How is my Gene Expression nCounter data normalized in ROSALIND? How does ROSALIND calculate differential expression for my Gene Expression nCounter data?

Short answer: we use the same normalization methods as nSolver.

Gene Expression RCC Normalization

ROSALIND® follows the NanoString nCounter® Advanced Analysis protocol for data normalization of Gene Expression nCounter RCC Analysis.

Normalization for run-to-run and sample-to-sample variability is done by dividing counts within a lane by the geometric mean of the normalizer probes from the same lane. Normalizer probes are selected by the geNorm algorithm as implemented in the Bioconductor package NormqPCR. While the expression of a good housekeeping gene may vary between samples in non-normalized data, the ratio between the housekeepers should be stable. geNorm relies on the behavior of housekeepers rising and falling together to iteratively remove candidate housekeepers with the least stable expression relative to other candidates.

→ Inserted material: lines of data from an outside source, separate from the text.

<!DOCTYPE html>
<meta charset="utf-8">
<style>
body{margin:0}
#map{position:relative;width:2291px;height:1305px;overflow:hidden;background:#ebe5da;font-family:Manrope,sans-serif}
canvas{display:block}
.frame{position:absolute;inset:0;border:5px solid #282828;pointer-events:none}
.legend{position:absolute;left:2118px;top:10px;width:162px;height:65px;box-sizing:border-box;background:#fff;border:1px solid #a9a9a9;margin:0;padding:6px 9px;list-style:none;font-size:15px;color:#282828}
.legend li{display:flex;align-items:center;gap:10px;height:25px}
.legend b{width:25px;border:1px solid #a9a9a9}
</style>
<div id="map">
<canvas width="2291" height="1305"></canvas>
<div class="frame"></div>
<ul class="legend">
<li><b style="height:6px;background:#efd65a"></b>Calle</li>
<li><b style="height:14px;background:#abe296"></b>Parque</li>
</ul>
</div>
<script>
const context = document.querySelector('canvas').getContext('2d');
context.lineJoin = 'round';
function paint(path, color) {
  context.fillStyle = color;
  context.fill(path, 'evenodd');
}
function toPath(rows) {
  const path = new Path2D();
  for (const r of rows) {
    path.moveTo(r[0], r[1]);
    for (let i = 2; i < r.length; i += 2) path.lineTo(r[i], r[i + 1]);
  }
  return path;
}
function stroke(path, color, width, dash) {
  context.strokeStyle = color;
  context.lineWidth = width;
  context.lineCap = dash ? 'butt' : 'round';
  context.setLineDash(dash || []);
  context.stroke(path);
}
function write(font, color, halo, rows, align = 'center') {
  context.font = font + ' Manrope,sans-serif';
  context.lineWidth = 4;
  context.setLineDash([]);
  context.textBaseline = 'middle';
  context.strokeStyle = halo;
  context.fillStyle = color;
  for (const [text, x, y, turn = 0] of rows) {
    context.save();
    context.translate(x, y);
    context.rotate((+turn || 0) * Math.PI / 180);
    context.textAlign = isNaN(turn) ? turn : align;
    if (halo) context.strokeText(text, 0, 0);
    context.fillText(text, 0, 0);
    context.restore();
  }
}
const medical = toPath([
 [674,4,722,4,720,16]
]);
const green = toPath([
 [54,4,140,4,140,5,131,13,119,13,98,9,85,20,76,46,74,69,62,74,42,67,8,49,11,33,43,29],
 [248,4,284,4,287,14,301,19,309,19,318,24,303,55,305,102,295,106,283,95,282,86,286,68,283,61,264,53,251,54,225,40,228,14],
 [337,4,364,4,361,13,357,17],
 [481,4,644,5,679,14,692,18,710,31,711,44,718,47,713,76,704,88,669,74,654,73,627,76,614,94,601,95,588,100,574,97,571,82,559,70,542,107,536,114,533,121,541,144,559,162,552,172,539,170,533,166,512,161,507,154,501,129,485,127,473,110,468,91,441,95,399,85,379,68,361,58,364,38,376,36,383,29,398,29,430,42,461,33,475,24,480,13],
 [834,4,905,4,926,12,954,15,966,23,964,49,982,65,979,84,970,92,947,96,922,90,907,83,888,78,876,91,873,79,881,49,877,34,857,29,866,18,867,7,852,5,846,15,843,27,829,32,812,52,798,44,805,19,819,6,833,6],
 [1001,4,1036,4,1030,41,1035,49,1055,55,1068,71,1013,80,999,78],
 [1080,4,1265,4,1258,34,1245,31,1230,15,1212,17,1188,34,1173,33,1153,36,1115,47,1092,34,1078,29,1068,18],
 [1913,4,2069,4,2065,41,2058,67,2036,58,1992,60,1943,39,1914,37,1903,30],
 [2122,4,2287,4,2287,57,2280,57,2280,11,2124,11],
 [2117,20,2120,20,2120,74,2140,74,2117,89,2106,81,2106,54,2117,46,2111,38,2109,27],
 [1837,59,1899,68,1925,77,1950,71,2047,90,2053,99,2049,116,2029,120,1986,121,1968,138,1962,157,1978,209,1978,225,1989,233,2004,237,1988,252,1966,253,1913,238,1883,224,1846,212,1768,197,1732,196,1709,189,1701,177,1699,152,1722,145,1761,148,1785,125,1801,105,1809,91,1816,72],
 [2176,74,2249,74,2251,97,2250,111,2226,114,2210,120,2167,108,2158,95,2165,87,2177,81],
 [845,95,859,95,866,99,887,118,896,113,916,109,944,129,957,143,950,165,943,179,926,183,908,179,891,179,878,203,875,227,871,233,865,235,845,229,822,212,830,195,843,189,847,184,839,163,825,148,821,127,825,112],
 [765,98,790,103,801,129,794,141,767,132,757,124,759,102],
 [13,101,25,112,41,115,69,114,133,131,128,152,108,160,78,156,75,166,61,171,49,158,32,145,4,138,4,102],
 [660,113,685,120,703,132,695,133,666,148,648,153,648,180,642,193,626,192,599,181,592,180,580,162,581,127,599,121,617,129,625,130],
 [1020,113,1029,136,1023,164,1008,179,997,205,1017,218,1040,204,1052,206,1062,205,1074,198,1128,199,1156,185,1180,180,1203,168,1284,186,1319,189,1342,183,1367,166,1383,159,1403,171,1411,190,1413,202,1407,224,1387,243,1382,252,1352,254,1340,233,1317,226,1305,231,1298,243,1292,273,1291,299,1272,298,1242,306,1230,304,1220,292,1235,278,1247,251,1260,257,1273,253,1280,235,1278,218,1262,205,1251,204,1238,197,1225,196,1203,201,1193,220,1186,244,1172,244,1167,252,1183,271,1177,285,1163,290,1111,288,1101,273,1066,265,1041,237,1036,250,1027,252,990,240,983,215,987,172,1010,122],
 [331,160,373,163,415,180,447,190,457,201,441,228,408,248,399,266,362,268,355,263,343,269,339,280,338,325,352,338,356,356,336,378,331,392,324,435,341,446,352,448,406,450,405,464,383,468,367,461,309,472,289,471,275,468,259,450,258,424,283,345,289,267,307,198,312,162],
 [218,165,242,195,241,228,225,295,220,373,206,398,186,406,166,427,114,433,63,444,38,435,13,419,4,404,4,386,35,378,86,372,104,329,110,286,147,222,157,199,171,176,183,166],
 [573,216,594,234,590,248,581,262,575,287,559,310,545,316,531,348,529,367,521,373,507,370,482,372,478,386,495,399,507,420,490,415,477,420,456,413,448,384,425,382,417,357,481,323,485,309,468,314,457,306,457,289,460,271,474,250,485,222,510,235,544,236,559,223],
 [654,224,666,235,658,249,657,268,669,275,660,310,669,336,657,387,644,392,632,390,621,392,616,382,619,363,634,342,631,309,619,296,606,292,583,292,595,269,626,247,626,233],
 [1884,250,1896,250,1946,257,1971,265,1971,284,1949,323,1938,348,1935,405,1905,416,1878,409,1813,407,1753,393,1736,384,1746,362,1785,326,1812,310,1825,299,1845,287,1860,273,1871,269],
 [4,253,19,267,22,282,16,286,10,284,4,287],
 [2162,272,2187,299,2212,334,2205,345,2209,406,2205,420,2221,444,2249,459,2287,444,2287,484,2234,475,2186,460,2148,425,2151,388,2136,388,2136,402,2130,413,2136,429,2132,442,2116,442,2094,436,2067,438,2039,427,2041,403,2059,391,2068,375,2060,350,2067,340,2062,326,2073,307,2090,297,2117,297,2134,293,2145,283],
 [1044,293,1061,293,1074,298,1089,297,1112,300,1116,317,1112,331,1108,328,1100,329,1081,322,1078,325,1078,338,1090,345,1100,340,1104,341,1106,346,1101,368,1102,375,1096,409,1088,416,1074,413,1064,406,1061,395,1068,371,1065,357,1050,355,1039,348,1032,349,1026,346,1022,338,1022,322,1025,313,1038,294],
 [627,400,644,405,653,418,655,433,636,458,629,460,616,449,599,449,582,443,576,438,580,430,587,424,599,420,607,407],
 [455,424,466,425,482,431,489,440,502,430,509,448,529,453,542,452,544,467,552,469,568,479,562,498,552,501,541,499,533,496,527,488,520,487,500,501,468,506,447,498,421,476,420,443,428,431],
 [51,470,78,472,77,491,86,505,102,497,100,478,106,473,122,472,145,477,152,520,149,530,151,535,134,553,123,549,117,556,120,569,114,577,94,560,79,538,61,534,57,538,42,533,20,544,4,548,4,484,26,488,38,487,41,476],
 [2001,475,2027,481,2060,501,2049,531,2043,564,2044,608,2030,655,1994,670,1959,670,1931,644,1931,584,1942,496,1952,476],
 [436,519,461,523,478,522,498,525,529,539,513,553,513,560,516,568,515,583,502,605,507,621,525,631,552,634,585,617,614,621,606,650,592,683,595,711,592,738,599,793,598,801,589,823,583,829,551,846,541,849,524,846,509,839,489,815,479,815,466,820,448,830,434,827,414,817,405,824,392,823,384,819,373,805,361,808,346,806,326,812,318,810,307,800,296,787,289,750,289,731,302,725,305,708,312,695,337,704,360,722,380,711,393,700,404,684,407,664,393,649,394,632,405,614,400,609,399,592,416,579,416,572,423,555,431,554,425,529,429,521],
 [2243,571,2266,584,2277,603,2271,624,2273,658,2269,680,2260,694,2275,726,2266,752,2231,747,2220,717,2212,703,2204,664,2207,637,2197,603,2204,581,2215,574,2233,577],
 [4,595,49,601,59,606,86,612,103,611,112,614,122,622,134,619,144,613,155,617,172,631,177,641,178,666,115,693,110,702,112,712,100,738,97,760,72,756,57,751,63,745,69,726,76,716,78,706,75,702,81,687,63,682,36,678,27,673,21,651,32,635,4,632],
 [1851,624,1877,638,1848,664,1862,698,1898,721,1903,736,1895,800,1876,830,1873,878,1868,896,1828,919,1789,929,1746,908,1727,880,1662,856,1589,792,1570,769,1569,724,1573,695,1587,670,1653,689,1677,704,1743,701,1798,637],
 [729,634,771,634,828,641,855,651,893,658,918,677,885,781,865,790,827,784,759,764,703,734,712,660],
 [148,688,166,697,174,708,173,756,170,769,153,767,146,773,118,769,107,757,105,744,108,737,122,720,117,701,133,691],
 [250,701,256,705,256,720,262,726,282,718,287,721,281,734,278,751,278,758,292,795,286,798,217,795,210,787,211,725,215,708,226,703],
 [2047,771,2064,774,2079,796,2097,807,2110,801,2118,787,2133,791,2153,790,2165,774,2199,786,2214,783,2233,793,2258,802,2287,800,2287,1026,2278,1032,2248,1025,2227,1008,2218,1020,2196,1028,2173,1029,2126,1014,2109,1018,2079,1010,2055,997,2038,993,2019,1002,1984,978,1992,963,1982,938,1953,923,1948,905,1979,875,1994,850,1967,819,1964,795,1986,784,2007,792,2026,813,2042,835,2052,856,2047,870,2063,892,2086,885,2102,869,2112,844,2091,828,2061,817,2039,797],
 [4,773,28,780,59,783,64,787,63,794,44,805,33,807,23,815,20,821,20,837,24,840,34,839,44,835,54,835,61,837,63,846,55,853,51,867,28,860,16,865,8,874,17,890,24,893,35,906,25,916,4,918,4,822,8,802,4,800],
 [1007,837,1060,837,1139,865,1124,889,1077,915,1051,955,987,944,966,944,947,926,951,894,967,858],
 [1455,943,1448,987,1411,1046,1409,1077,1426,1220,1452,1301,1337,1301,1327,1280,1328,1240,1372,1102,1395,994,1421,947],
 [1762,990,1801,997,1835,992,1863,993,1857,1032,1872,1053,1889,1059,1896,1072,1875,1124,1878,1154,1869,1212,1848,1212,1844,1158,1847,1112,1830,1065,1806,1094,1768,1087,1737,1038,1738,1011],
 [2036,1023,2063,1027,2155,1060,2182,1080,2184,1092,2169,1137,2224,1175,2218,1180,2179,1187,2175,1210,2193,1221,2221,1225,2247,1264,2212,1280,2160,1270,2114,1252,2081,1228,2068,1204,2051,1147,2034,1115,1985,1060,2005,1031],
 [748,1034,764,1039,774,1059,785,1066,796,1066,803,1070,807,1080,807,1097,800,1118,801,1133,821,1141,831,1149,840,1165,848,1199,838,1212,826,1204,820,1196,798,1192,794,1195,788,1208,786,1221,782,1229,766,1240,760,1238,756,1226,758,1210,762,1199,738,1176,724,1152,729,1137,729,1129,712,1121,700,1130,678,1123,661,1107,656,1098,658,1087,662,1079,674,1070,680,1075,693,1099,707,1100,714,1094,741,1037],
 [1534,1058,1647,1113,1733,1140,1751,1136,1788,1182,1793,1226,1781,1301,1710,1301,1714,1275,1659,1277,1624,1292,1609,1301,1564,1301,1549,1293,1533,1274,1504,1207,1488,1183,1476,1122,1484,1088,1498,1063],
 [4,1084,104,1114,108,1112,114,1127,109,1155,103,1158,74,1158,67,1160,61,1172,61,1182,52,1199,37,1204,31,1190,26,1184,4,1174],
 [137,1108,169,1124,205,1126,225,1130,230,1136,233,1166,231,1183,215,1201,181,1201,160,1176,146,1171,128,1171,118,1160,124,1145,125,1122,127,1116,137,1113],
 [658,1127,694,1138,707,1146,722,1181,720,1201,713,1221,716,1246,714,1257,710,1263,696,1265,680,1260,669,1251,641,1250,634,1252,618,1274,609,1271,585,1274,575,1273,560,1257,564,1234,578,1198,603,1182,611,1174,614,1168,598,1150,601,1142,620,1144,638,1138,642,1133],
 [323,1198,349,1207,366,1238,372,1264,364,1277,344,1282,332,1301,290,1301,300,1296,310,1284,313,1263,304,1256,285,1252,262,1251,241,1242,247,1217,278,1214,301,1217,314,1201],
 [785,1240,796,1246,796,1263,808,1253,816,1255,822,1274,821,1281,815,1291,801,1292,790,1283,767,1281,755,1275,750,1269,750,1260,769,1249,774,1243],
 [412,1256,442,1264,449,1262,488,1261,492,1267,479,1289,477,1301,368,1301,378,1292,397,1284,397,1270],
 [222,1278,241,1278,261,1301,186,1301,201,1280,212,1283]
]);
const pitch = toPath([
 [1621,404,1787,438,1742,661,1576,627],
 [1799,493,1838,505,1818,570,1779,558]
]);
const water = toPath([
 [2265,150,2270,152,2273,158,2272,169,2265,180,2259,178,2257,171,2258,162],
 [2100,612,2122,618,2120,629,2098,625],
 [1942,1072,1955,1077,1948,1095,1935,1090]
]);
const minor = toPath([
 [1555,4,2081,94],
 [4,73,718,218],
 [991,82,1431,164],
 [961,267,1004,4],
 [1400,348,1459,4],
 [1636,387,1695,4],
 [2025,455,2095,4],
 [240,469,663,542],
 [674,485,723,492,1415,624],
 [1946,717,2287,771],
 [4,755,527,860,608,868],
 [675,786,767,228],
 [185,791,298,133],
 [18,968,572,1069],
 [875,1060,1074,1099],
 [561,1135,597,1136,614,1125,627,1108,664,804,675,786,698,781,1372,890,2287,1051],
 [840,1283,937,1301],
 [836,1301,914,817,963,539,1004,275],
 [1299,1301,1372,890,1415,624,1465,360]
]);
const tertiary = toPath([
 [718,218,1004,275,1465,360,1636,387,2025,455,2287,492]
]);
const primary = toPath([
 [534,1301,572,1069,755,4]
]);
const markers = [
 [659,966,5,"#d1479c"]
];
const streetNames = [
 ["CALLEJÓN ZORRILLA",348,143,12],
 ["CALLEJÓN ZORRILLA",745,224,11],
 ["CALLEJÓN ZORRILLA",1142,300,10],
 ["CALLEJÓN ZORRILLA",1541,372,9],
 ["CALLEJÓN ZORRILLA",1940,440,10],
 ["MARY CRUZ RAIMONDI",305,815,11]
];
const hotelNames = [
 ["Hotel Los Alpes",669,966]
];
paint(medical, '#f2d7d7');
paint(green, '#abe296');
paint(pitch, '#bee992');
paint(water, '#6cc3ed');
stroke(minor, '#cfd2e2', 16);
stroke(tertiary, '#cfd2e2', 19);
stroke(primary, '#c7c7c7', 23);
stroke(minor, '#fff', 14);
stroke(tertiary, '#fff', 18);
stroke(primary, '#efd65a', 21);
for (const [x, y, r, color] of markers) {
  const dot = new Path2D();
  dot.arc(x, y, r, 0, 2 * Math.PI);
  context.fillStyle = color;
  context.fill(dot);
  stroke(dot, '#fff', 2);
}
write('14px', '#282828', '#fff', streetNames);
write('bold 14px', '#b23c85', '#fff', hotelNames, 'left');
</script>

For scenarios where a user has more than one lot of the same panel or for PlexSet data, the user is able to define reference or calibration samples in ROSALIND during experiment setup. These samples are used to quantify and adjust for variability in probe efficiency across batches or lanes. Calibration factors are calculated on a per lot basis and are multiplied across all probes in that lot.

How does ROSALIND calculate differential expression for my data?

Differential gene expression analysis in ROSALIND is currently run with one of the two methods defined by NanoString and available in nSolver Advanced Analysis, the “Optimal” method.  To maintain consistency with nSolver Advanced Analysis default settings that have been utilized for many years, we are converting the default in ROSALIND to the “Fast” method. 

The Optimal method for calculating differential expression was initially designed to manage special cases for low count data using an additional component in the model to estimate noise dispersion. After extensive use, Fast has been demonstrated to successfully analysis of wide array of datasets, including low count data, and has been adopted as the default and more widely used method. With this history of use, we have concluded that the estimation of noise dispersion in the optimal method is an unnecessary addition for analysis of low count data.

For Gene Expression nCounter data, ROSALIND follows the nCounter® Advanced Analysis protocol to identity the targets which express significant increased or decreased expression. Differential expression is calculated based on user specified groups. In ROSALIND, users can set up comparisons based on sample attributes or selecting specific samples for each comparison of interest. P-value adjustment is performed using the Benjamini-Hochberg method of estimating false discovery rates (FDR).

We use the same procedure to generate normalization factors:

1. Calculate the geometric mean of the selected probes.

2. Calculate the arithmetic mean of these geometric means for all sample lanes.
3.  Divide the arithmetic mean by the geometric mean of each lane to generate a lane-specific normalization factor.

4. Multiply the counts for every probe by its lane-specific normalization factor.